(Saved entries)
+ + + + + + +
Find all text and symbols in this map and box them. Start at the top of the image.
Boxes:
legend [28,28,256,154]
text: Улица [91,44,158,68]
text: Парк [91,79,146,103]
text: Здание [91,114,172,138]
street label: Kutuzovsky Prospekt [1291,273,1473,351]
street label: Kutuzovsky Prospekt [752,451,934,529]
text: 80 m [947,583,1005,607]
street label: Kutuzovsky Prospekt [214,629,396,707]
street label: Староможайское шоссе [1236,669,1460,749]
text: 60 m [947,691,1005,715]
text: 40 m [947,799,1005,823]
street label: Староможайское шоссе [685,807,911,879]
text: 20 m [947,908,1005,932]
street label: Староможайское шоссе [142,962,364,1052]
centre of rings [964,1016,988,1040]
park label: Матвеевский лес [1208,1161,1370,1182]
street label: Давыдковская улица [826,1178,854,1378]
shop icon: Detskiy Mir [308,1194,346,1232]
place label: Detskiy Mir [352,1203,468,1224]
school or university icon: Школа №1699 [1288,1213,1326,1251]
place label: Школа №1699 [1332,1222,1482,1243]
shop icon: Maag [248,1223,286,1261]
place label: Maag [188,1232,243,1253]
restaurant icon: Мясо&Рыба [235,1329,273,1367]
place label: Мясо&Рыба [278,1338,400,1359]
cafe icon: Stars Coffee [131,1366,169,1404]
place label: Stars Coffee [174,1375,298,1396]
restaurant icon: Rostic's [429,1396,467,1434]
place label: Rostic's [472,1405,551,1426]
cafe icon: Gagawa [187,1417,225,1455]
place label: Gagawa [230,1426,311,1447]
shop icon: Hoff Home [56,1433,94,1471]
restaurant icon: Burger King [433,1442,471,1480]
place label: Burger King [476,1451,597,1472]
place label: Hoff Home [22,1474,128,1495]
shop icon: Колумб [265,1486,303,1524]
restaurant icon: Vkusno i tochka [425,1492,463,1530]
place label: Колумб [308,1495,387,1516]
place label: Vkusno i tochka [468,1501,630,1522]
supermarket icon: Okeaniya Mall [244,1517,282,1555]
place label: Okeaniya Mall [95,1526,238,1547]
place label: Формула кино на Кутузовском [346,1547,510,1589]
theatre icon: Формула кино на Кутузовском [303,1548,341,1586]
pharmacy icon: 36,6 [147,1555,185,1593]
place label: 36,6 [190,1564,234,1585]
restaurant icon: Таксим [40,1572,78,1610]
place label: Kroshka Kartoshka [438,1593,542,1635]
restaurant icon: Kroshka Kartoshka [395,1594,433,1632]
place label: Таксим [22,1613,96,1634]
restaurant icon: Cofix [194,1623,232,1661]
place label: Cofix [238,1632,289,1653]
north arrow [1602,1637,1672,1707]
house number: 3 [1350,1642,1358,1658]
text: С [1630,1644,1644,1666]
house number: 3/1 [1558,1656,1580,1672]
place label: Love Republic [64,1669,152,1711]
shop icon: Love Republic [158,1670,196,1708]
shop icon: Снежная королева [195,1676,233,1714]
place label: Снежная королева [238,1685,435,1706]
+ + + + + + +
> [TASK TO COMPLETE]: An exact reproduction of all the entries above is the expected answer.

> [WORKED SOLUTION]:
Find all text and symbols in this map and box them. Start at the top of the image.
Boxes:
legend [28,28,256,154]
text: Улица [91,44,158,68]
text: Парк [91,79,146,103]
text: Здание [91,114,172,138]
street label: Kutuzovsky Prospekt [1291,273,1473,351]
street label: Kutuzovsky Prospekt [752,451,934,529]
text: 80 m [947,583,1005,607]
street label: Kutuzovsky Prospekt [214,629,396,707]
street label: Староможайское шоссе [1236,669,1460,749]
text: 60 m [947,691,1005,715]
text: 40 m [947,799,1005,823]
street label: Староможайское шоссе [685,807,911,879]
text: 20 m [947,908,1005,932]
street label: Староможайское шоссе [142,962,364,1052]
centre of rings [964,1016,988,1040]
park label: Матвеевский лес [1208,1161,1370,1182]
street label: Давыдковская улица [826,1178,854,1378]
shop icon: Detskiy Mir [308,1194,346,1232]
place label: Detskiy Mir [352,1203,468,1224]
school or university icon: Школа №1699 [1288,1213,1326,1251]
place label: Школа №1699 [1332,1222,1482,1243]
shop icon: Maag [248,1223,286,1261]
place label: Maag [188,1232,243,1253]
restaurant icon: Мясо&Рыба [235,1329,273,1367]
place label: Мясо&Рыба [278,1338,400,1359]
cafe icon: Stars Coffee [131,1366,169,1404]
place label: Stars Coffee [174,1375,298,1396]
restaurant icon: Rostic's [429,1396,467,1434]
place label: Rostic's [472,1405,551,1426]
cafe icon: Gagawa [187,1417,225,1455]
place label: Gagawa [230,1426,311,1447]
shop icon: Hoff Home [56,1433,94,1471]
restaurant icon: Burger King [433,1442,471,1480]
place label: Burger King [476,1451,597,1472]
place label: Hoff Home [22,1474,128,1495]
shop icon: Колумб [265,1486,303,1524]
restaurant icon: Vkusno i tochka [425,1492,463,1530]
place label: Колумб [308,1495,387,1516]
place label: Vkusno i tochka [468,1501,630,1522]
supermarket icon: Okeaniya Mall [244,1517,282,1555]
place label: Okeaniya Mall [95,1526,238,1547]
place label: Формула кино на Кутузовском [346,1547,510,1589]
theatre icon: Формула кино на Кутузовском [303,1548,341,1586]
pharmacy icon: 36,6 [147,1555,185,1593]
place label: 36,6 [190,1564,234,1585]
restaurant icon: Таксим [40,1572,78,1610]
place label: Kroshka Kartoshka [438,1593,542,1635]
restaurant icon: Kroshka Kartoshka [395,1594,433,1632]
place label: Таксим [22,1613,96,1634]
restaurant icon: Cofix [194,1623,232,1661]
place label: Cofix [238,1632,289,1653]
north arrow [1602,1637,1672,1707]
house number: 3 [1350,1642,1358,1658]
text: С [1630,1644,1644,1666]
house number: 3/1 [1558,1656,1580,1672]
place label: Love Republic [64,1669,152,1711]
shop icon: Love Republic [158,1670,196,1708]
shop icon: Снежная королева [195,1676,233,1714]
place label: Снежная королева [238,1685,435,1706]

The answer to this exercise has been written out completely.